[RECORDS PROVIDED — start]

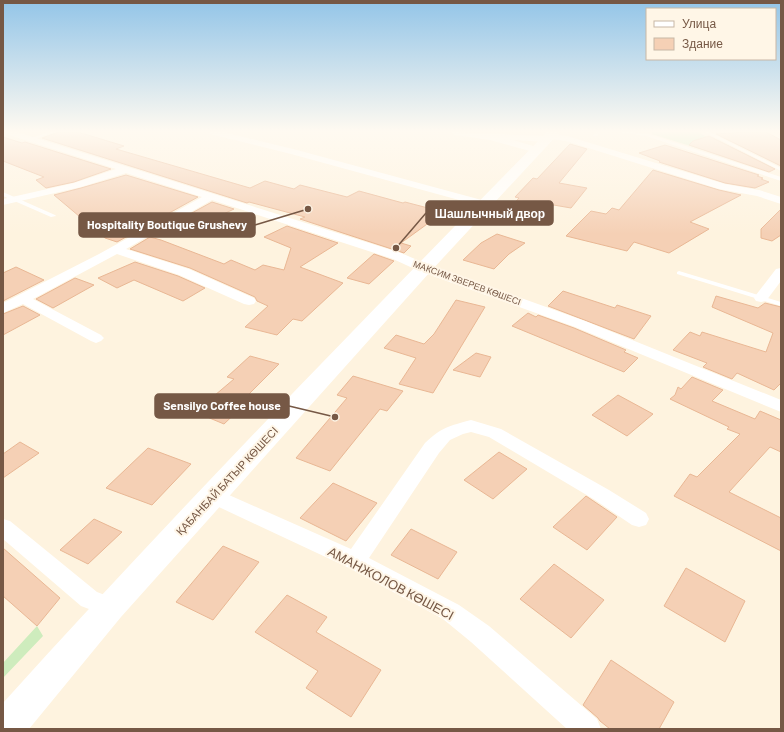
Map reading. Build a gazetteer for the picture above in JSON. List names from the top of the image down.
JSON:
{
  "streets": {
    "street": ["МАКСИМ ЗВЕРЕВ КӨШЕСІ", "ҚАБАНБАЙ БАТЫР КӨШЕСІ", "АМАНЖОЛОВ КӨШЕСІ"]
  },
  "crossings": [
    ["МАКСИМ ЗВЕРЕВ КӨШЕСІ", "ҚАБАНБАЙ БАТЫР КӨШЕСІ"],
    ["ҚАБАНБАЙ БАТЫР КӨШЕСІ", "АМАНЖОЛОВ КӨШЕСІ"]
  ],
  "places": ["Hospitality Boutique Grushevy", "Шашлычный двор", "Sensilyo Coffee house"],
  "legend": ["Улица", "Здание"]
}
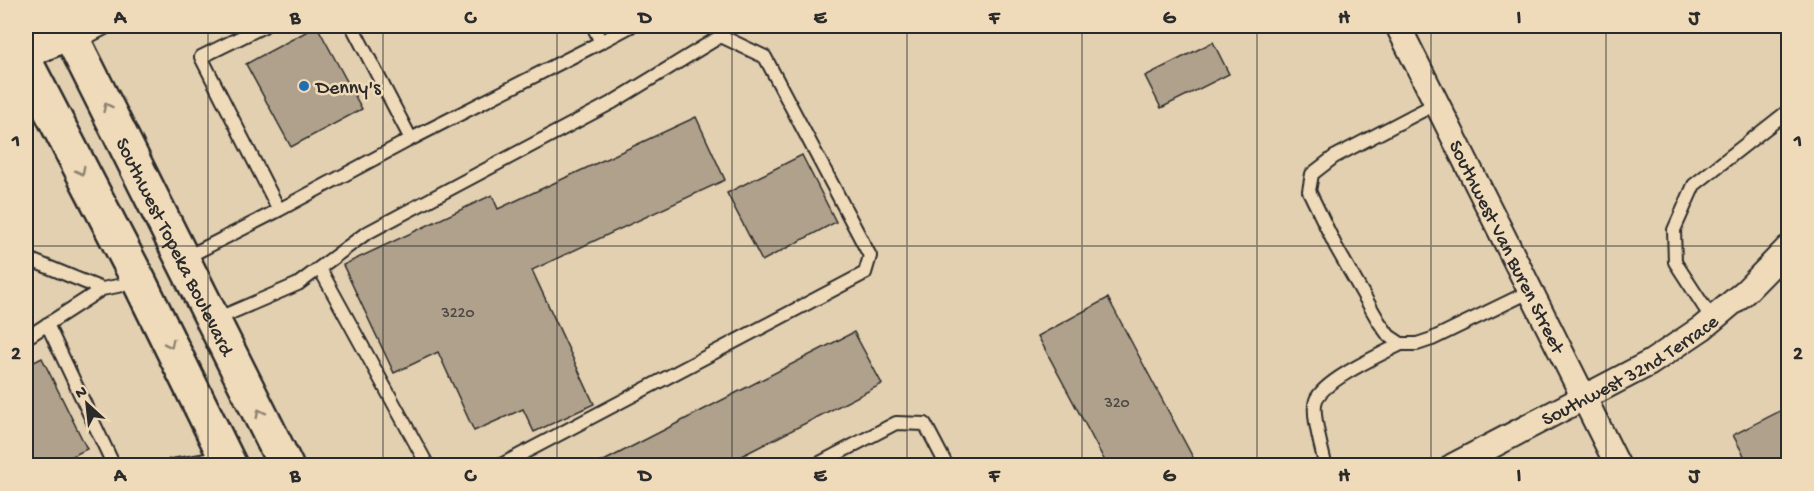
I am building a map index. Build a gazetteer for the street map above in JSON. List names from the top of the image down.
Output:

[RECORDS PROVIDED — finish]

# WORK ITEM
An exact transcript of the listing is needed, free of pictures.

# EXERCISE RESULT
Map reading. Build a gazetteer for the picture above in JSON. List names from the top of the image down.
JSON:
{
  "streets": {
    "street": ["МАКСИМ ЗВЕРЕВ КӨШЕСІ", "ҚАБАНБАЙ БАТЫР КӨШЕСІ", "АМАНЖОЛОВ КӨШЕСІ"]
  },
  "crossings": [
    ["МАКСИМ ЗВЕРЕВ КӨШЕСІ", "ҚАБАНБАЙ БАТЫР КӨШЕСІ"],
    ["ҚАБАНБАЙ БАТЫР КӨШЕСІ", "АМАНЖОЛОВ КӨШЕСІ"]
  ],
  "places": ["Hospitality Boutique Grushevy", "Шашлычный двор", "Sensilyo Coffee house"],
  "legend": ["Улица", "Здание"]
}
I am building a map index. Build a gazetteer for the street map above in JSON. List names from the top of the image down.
Output:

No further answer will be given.